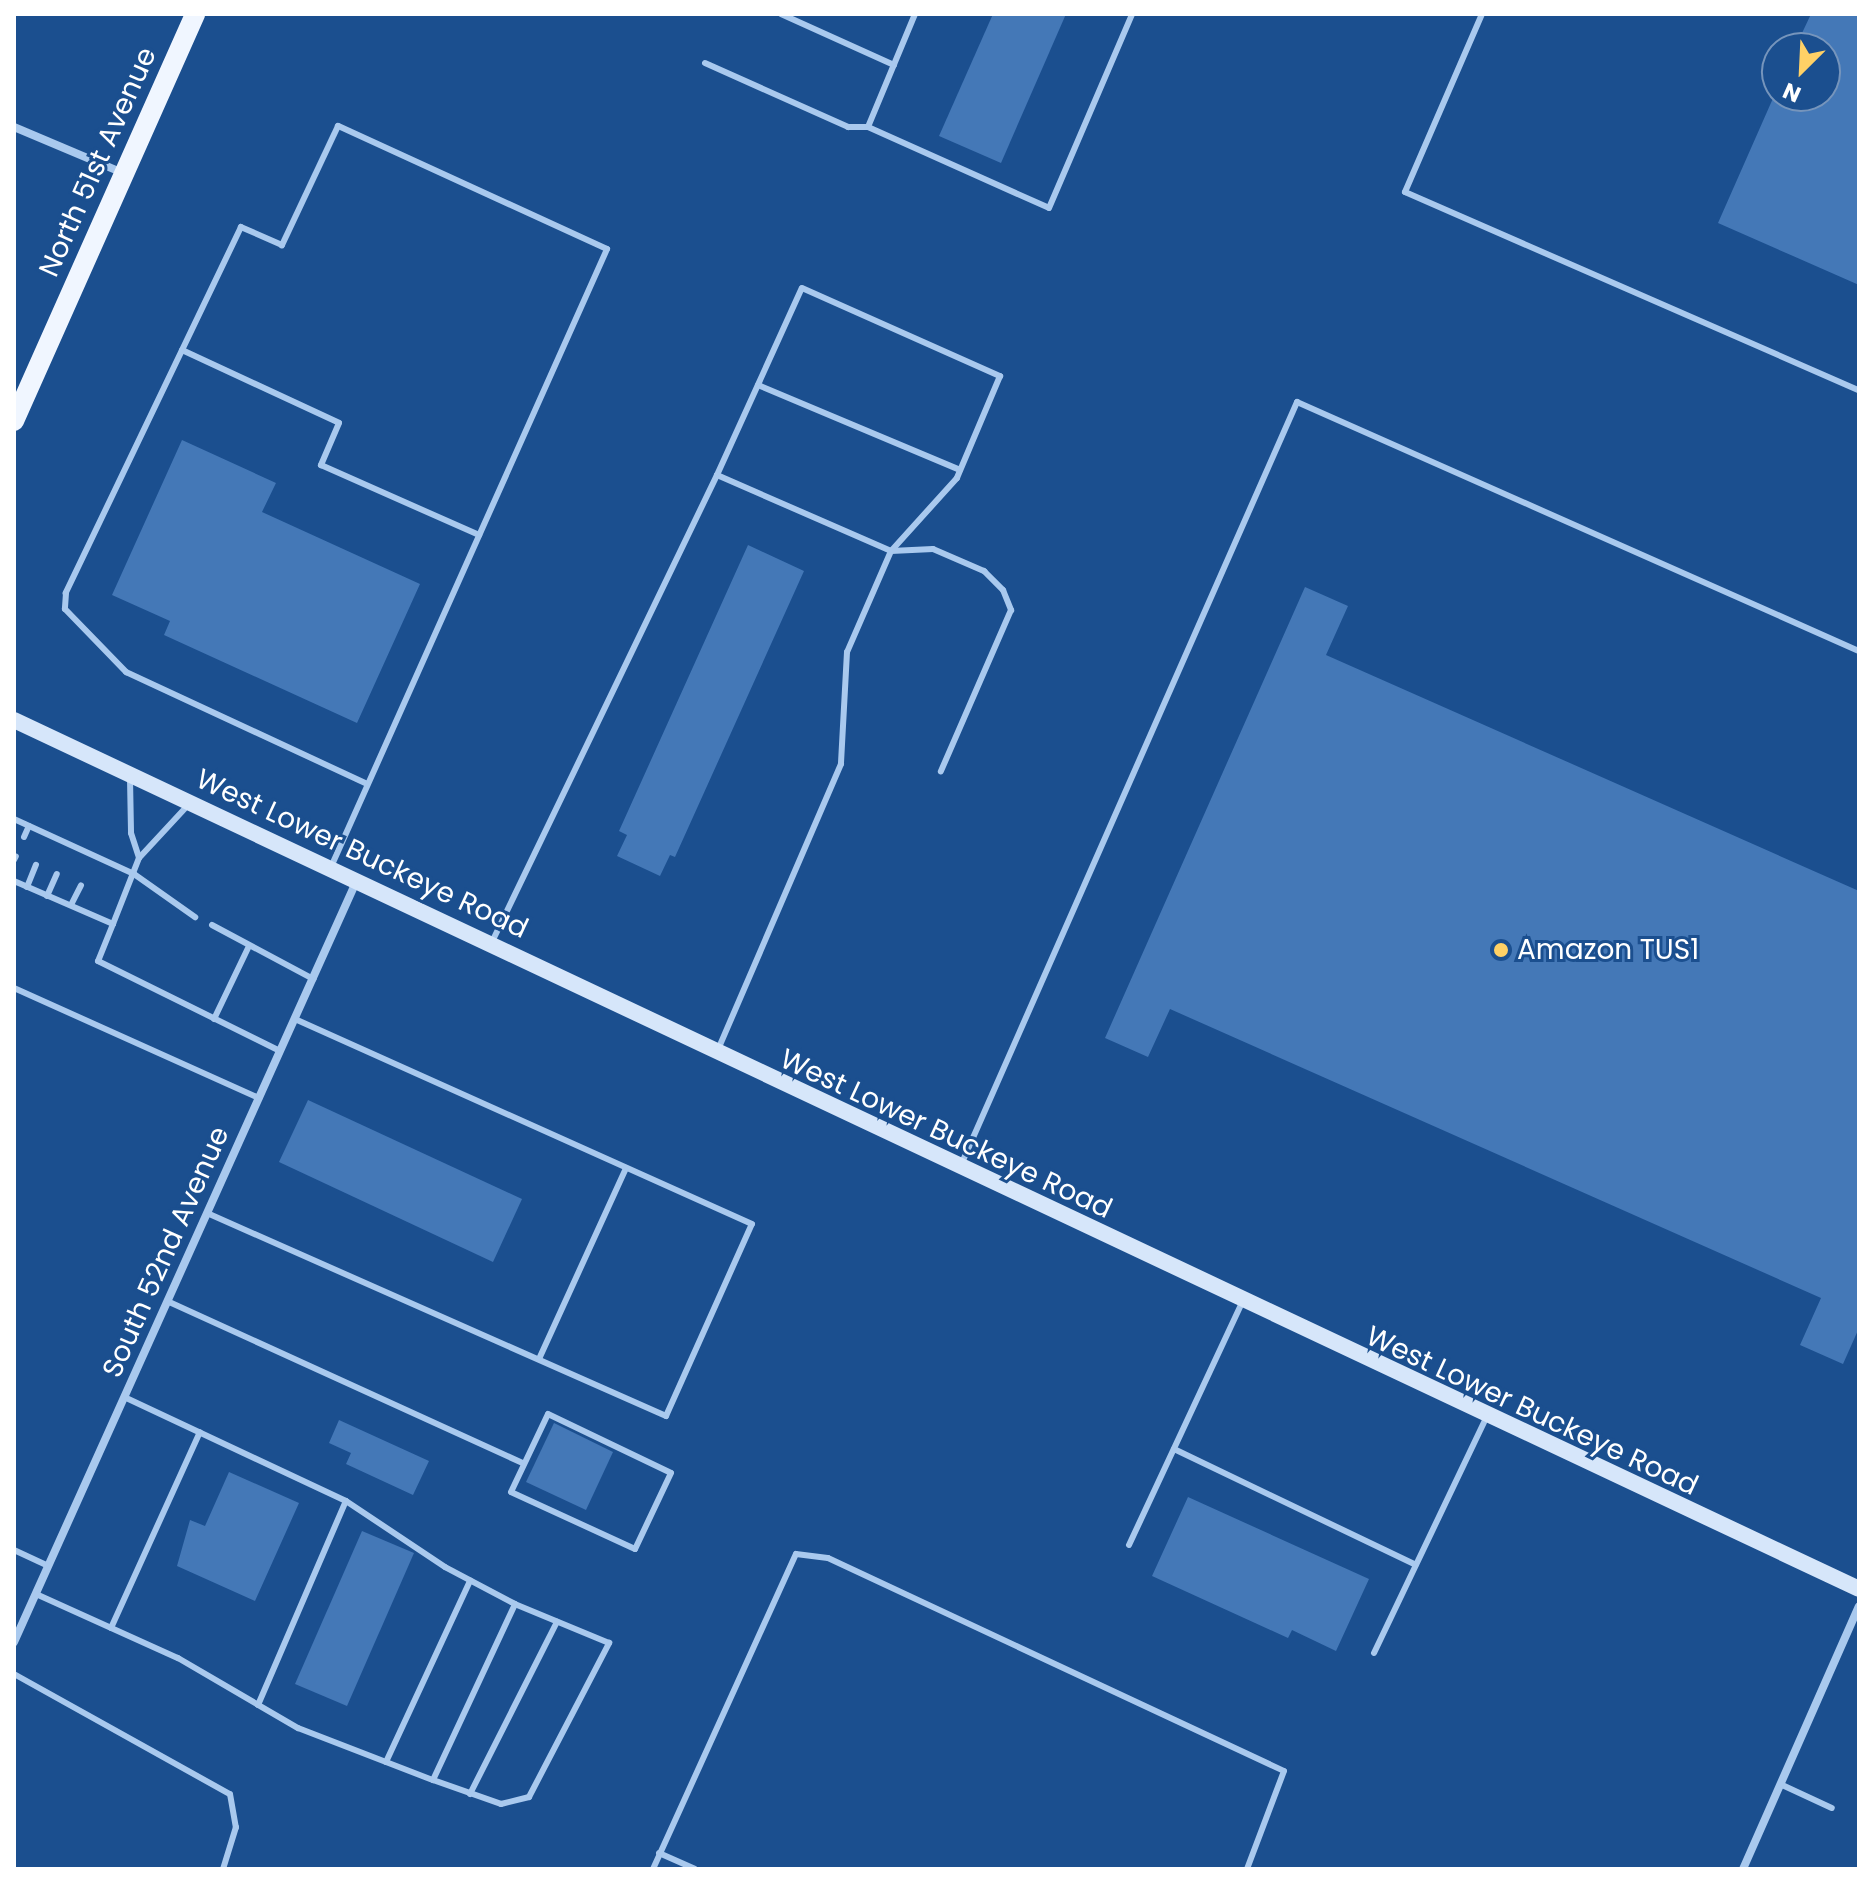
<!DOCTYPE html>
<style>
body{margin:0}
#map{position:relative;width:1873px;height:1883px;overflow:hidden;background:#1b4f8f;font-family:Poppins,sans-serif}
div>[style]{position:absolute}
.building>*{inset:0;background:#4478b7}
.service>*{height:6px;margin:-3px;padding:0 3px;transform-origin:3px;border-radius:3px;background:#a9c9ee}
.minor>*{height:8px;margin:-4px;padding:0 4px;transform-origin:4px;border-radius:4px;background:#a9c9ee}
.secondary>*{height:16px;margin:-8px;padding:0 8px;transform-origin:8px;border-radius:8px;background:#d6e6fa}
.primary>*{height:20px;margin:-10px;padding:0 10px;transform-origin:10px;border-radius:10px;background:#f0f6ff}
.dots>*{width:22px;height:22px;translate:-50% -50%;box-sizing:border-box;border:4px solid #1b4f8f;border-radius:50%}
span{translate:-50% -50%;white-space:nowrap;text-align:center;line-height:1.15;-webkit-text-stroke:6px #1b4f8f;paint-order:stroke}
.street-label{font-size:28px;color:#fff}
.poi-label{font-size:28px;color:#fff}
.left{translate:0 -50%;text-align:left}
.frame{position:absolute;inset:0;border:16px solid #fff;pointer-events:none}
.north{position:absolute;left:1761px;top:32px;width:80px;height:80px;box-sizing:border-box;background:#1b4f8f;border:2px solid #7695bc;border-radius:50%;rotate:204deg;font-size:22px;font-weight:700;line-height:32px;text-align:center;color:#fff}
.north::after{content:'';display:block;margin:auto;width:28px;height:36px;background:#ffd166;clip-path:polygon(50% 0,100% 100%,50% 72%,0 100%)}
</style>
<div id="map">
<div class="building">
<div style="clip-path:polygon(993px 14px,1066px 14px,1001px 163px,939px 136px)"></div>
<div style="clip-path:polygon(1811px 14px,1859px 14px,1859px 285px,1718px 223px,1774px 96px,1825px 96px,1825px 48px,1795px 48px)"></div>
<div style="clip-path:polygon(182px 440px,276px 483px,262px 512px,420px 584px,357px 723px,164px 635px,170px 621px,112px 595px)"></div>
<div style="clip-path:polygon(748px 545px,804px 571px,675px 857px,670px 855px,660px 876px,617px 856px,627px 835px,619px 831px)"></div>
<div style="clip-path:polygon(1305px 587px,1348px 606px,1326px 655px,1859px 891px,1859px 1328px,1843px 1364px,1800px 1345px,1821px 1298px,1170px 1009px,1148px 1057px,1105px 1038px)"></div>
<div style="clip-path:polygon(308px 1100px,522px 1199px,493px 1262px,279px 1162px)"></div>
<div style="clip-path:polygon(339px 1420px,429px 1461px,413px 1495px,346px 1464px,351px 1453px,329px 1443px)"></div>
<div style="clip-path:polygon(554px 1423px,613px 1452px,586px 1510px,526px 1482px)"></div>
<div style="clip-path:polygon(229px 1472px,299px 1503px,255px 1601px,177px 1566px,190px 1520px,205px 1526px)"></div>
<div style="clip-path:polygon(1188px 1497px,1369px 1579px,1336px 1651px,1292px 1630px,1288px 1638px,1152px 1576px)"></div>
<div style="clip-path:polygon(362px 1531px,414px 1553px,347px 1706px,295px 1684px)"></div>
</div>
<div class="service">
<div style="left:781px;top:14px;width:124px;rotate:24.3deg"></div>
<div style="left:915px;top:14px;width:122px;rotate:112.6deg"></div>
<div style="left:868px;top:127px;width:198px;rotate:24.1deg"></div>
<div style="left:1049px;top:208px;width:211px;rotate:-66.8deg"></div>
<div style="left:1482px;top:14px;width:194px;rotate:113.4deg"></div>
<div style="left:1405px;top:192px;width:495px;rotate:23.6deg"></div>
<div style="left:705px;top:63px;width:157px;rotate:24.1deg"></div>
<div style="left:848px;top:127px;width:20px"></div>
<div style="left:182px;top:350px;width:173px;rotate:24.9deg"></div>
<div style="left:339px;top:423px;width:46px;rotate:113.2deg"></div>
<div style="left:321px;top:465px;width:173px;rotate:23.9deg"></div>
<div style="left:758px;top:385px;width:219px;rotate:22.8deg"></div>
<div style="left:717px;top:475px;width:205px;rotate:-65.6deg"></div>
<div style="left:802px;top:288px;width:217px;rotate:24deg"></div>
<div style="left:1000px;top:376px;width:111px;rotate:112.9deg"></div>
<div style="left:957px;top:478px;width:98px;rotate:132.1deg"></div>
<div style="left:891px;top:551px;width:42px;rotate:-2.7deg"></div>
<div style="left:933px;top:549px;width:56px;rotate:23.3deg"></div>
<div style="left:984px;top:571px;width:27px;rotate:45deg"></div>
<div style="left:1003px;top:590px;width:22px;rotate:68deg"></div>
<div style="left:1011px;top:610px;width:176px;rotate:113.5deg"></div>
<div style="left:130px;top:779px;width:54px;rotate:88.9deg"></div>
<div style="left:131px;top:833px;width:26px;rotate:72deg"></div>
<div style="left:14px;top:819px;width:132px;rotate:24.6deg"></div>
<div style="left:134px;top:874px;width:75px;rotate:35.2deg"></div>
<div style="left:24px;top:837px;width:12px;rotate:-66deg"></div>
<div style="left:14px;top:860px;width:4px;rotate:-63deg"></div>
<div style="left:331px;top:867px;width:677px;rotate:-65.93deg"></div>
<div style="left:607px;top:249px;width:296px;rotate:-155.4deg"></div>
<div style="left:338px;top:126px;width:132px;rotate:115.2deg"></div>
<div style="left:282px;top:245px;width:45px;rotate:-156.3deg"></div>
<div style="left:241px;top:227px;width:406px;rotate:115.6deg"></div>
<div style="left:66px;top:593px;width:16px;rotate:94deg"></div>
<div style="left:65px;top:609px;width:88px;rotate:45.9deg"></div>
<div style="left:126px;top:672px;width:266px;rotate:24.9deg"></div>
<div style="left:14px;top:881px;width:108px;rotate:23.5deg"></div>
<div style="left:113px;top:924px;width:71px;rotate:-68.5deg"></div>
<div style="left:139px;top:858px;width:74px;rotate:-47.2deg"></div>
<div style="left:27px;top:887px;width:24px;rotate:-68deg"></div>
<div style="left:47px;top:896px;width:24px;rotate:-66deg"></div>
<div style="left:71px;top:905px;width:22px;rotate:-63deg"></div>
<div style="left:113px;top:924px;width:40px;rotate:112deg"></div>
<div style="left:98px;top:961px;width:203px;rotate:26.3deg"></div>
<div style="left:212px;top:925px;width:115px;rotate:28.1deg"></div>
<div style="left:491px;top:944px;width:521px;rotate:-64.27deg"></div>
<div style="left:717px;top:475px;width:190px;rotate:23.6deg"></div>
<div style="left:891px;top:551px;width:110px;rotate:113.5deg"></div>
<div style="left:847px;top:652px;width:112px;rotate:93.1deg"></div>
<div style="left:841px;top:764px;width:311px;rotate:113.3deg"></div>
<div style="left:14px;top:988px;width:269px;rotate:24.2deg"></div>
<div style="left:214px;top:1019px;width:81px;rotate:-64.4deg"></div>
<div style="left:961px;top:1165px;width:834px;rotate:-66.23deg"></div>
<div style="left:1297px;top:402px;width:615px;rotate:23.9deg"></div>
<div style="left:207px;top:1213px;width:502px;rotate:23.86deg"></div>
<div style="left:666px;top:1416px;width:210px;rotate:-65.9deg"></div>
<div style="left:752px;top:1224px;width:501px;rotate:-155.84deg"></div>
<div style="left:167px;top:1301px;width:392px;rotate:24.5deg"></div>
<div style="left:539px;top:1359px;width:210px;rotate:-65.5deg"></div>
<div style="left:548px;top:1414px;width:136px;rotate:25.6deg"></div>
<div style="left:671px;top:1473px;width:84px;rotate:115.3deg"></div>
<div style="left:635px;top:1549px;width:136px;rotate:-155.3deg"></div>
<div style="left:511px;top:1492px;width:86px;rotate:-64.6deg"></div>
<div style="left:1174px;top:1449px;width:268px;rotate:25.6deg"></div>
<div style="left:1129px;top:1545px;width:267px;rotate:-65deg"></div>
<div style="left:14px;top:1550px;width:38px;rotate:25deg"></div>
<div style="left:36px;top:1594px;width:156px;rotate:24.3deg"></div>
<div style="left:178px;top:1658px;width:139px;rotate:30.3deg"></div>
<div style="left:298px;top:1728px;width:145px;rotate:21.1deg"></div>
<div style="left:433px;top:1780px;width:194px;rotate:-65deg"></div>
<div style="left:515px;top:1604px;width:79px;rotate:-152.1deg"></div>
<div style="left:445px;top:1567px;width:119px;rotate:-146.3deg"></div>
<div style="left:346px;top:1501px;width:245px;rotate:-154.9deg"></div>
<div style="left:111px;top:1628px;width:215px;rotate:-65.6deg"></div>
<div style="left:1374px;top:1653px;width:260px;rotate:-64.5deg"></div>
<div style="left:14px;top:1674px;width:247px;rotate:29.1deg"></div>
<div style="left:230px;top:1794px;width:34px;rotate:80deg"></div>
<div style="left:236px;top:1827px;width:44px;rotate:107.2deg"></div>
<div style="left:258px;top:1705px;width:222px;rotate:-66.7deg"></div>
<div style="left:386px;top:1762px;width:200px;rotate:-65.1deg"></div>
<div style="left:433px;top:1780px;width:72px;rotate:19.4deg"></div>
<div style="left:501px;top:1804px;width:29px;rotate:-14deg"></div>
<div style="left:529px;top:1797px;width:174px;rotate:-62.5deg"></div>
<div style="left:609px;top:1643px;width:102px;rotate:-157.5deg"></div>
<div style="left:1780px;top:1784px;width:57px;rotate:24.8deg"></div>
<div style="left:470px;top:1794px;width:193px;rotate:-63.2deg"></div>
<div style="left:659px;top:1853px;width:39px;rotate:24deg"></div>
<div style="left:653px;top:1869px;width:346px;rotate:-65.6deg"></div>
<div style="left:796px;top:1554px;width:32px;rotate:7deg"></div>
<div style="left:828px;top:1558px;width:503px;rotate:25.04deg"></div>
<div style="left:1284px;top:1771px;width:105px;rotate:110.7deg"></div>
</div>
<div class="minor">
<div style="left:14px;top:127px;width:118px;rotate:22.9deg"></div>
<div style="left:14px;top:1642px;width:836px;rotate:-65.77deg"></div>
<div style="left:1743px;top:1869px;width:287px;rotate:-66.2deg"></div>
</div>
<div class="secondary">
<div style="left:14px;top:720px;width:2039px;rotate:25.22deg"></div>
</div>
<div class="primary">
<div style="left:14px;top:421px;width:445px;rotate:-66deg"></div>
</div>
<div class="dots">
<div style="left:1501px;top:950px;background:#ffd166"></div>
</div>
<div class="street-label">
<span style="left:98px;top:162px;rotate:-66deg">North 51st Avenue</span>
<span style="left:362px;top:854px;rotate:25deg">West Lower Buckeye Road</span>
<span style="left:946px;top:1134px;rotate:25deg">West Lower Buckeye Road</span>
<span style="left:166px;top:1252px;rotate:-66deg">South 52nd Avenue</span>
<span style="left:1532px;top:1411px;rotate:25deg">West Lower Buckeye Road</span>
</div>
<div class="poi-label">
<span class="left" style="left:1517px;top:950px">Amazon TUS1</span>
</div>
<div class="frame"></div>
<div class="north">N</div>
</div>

------------------------------

=== Work to complete ===
Copy all lines from the data that hold the word "service".

=== Answer section ===
.service>*{height:6px;margin:-3px;padding:0 3px;transform-origin:3px;border-radius:3px;background:#a9c9ee}
<div class="service">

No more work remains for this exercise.